While this spending is hidden today, it represents added liabilities due to materialize in Big Tech financials in the near term — a major looming risk in a sector still awaiting a verdict on whether its unprecedented AI bet will pay off.
“Under the current rules it is possible to defer the reporting of this liability until the last minute, so the fear is that this indicator of the health of a project or even AI in general will be lagging,” David Gonzales, vice president and senior accounting specialist at Moody’s Ratings, said in an email to Bisnow.
Of the nearly $1T in future lease commitments from the five major hyperscalers, more than two-thirds doesn’t appear on these firms’ balance sheets due to accounting rules allowing the omission of leases signed but not yet commenced.
That means $662B in hidden liabilities is set to appear suddenly in Big Tech financial reporting in the coming quarters — a figure greater than the total debt obligations of the five big tech firms today, according to Moody’s.
“To put that into perspective, the amounts related to leases not yet on the balance sheet is 113% of the hyperscalers' most recent adjusted debt,” the authors wrote. “Even so, these numbers do not tell the entire story.”
A shift in how hyperscale leases are structured has created even more opacity, allowing tech firms to use a separate accounting loophole to conceal billions more in committed data center spending.

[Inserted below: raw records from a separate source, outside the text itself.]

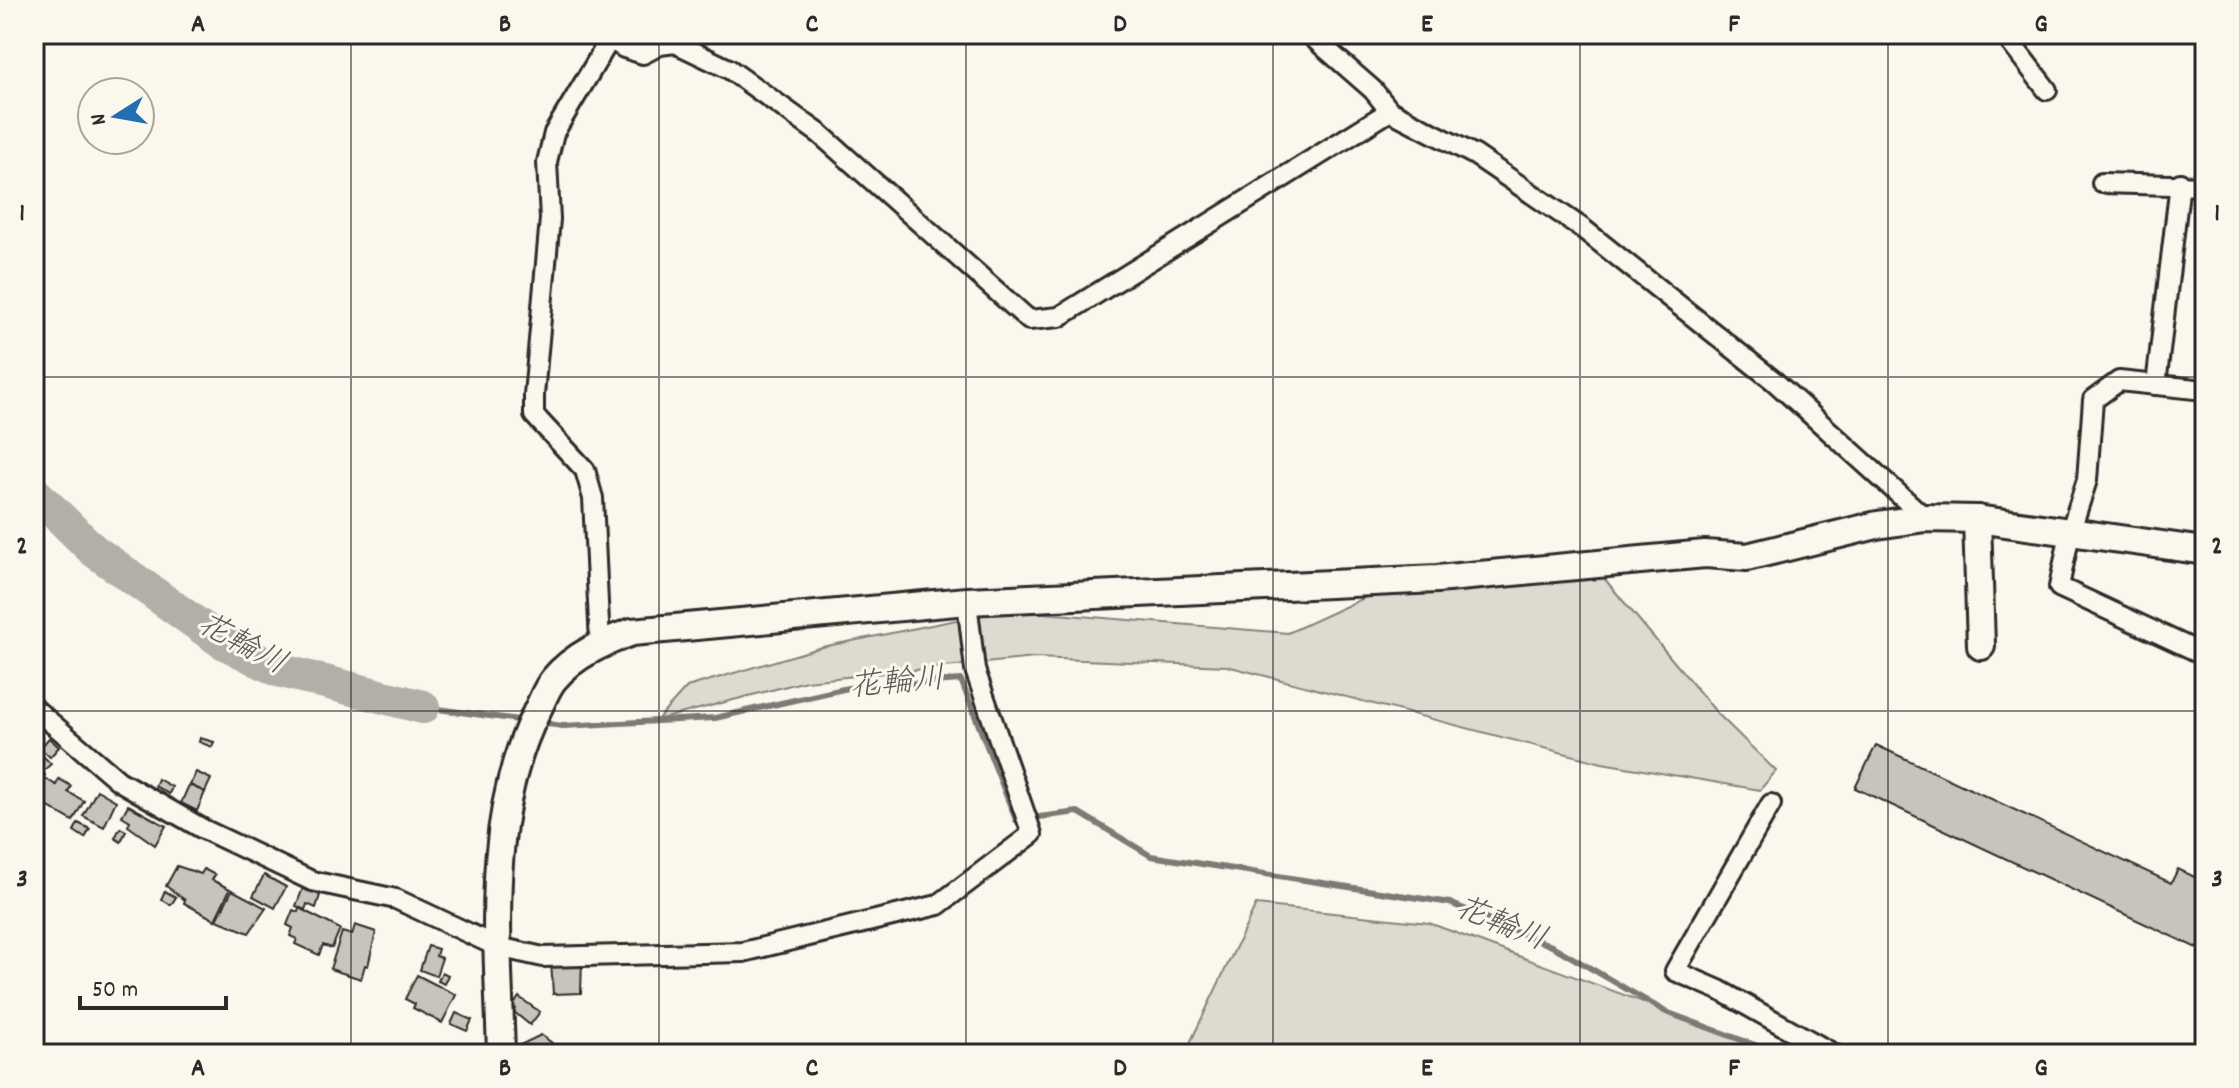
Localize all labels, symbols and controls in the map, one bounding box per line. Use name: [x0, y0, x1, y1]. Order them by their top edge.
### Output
text: A: [191, 7, 205, 44]
text: B: [499, 7, 511, 44]
text: C: [806, 7, 819, 44]
text: D: [1113, 7, 1127, 44]
text: E: [1421, 7, 1433, 44]
text: F: [1728, 7, 1740, 44]
text: G: [2034, 7, 2048, 44]
north arrow: [76, 76, 156, 156]
text: N: [84, 111, 116, 127]
text: 1: [19, 196, 25, 233]
text: 1: [2214, 196, 2220, 233]
text: 2: [16, 529, 28, 566]
text: 2: [2211, 529, 2223, 566]
water label: 花輪川: [188, 603, 294, 689]
water label: 花輪川: [847, 658, 947, 712]
text: 3: [16, 862, 28, 899]
text: 3: [2211, 862, 2223, 899]
water label: 花輪川: [1447, 887, 1553, 965]
scale bar: [80, 960, 226, 1010]
text: 50 m: [92, 974, 138, 1008]
text: A: [191, 1051, 205, 1088]
text: B: [499, 1051, 511, 1088]
text: C: [806, 1051, 819, 1088]
text: D: [1113, 1051, 1127, 1088]
text: E: [1421, 1051, 1433, 1088]
text: F: [1728, 1051, 1740, 1088]
text: G: [2034, 1051, 2048, 1088]

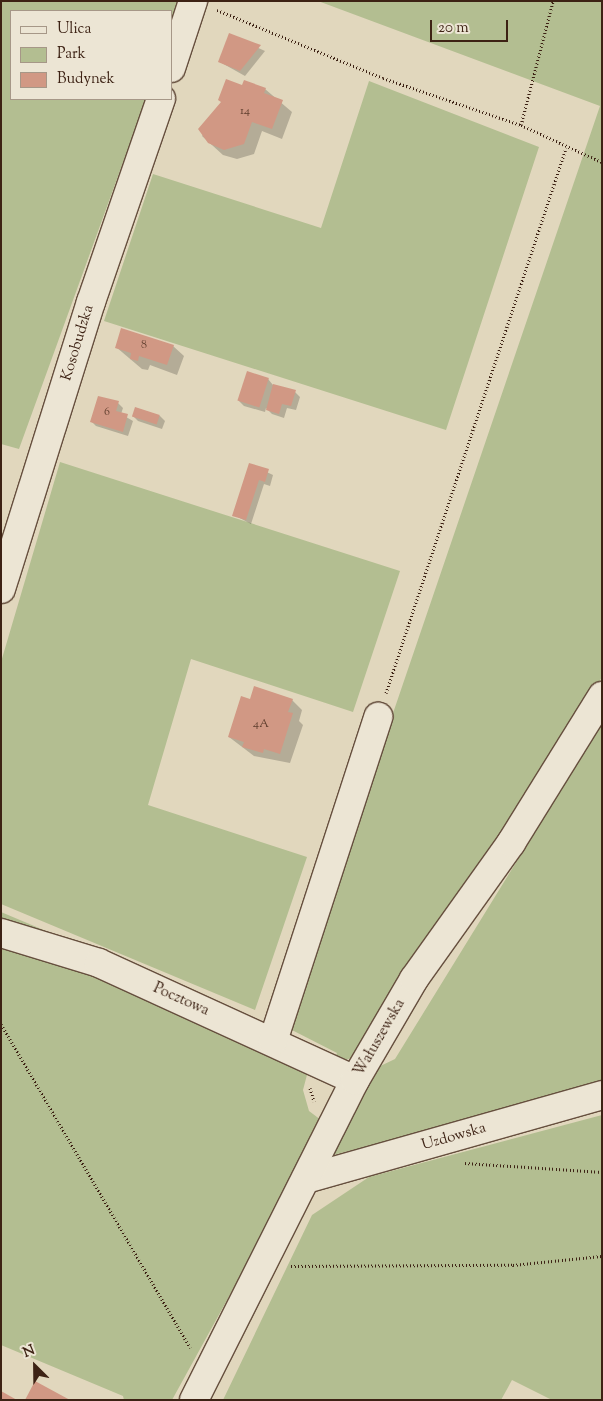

Hyperscale leases are getting shorter. While their data center lease terms have historically been between 10 and 15 years, newer leases span just four to six years to the first renewal. The change is meant to align leases with the lifespan of costly graphics processing units and other AI infrastructure.
While these shorter leases look better on tech firms’ balance sheets, they don't provide sufficient guaranteed revenue for lenders to provide project financing for these facilities. So, to facilitate financing, hyperscale tenants “backstop” these deals — guaranteeing payments to the data center landlord in the event the lease isn't renewed.
This means tech firms are promising to either renew their leases or pay landlords a roughly equivalent sum. Either way, this represents a massive capital commitment.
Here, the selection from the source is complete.